The world of volcanism is not about being equal. There are small volcanoes, there are big volcanoes and then there is Mauna Loa. And until someone actually proves that the Tamu Massif is one single volcano and not a Large Igneous Province or a multiple volcano area I will continue to refer to Mauna Loa as the world’s largest single volcano.
The numbers are just staggering. It is built out of 75 000 to 80 000 cubic kilometers of lava, it is 17 kilometers high (roughly) and it is so heavy that it has pushed down the underlying crust a whopping 8 kilometers. And obviously that translates into both large and numerous eruptions.
Mauna Loa is between 600 000 to 1 000 000 years old and that gives us between 0.12 and 0.075 cubic kilometers of erupted lava each year. Obviously it does not erupt every year, so some eruptions are pretty darn impressive. And before anyone starts to say that all eruptions are large, some of them last for just a day and are rather piddly.

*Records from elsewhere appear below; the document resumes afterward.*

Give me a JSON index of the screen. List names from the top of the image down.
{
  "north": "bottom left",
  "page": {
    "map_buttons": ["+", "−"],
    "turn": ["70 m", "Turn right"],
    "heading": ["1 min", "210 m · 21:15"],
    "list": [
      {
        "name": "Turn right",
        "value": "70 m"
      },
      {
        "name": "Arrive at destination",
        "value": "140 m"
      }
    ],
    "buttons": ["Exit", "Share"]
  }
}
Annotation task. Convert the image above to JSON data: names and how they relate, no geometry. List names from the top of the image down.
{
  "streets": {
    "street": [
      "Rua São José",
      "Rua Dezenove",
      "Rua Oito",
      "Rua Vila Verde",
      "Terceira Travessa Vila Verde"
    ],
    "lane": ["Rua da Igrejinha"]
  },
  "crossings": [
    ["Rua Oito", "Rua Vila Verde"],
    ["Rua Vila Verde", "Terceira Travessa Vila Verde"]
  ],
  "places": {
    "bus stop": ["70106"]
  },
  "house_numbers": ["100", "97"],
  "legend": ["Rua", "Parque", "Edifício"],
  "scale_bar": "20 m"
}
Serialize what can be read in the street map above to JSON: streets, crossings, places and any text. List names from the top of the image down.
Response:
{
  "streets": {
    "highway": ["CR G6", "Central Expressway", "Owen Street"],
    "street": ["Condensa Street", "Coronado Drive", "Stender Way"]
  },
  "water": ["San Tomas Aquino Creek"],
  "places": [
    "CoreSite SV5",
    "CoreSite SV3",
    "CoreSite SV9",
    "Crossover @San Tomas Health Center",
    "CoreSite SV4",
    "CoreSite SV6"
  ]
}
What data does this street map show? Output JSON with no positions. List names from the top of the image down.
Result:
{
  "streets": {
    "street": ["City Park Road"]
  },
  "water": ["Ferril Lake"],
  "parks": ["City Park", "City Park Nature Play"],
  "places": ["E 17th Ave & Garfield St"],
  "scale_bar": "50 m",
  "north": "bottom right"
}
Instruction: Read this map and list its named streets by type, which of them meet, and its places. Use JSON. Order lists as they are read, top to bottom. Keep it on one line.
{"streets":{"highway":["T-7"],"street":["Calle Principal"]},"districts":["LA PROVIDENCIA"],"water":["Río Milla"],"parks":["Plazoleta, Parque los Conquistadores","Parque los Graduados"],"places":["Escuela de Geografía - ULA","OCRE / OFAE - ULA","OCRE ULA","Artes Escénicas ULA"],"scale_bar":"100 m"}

Mauna Loa is so large that it creates its own gravitational field. Due to the volcano being so massive that it is bending the crust it is also forming its own tectonic scheme with a major NE/SW trending rift zone that transects the shallow top caldera. The SW part is 100 kilometers long and that can erupt at all parts of its length (but no eruption has been witnessed that opened the entire rift). The NE part is shorter and has historically only erupted from its top 20 kilometers.
Many people say that Mauna Loa is cyclical and that it shifts between mainly having rift eruptions and mainly having top vent eruptions and that we are currently in a rift eruption part of the cycle. I find this a fair bit of a conjecture that remains to be proven. Of the historically known eruptions 38 percent have been top vent eruptions, 31 percent from the northeast rift, 25 percent from the southwestern rift and 6 percent from vents on the northwest side. There seem to be something to the theory right?
Well, not really. The rift zone is really deep, pretty much as deep as the volcano is high and the eruptions there are feed from dyke injections from a deep seated source. The top vent eruptions are fed from a magma reservoir at roughly 4.6km depth. So, in effect we are looking at 3 different eruption feeding systems that probably are joined at the bottom, and as such we should see those percentages at any given time.
Another thing we need to think about before we ponder the current activity is that Mauna Loa is big. Hm, yes I just said so, but we have to ponder another effect it has. The entire rift is spreading at an average of 10 centimeters annually and basically all of that motion is in one direction. And that direction is against Kilauea. Now the size of Mauna Loa should start to sink in, after all it is shoving poor Kilauea a full decimeter to the side every single year. And this has an effect and creates a cycle of its own. Normally high activity in Mauna Loa means low activity in Kilauea and vice versa, but then comes cycles where they act like they are two mating tubes of toothpaste squeezing toothpaste out of each other.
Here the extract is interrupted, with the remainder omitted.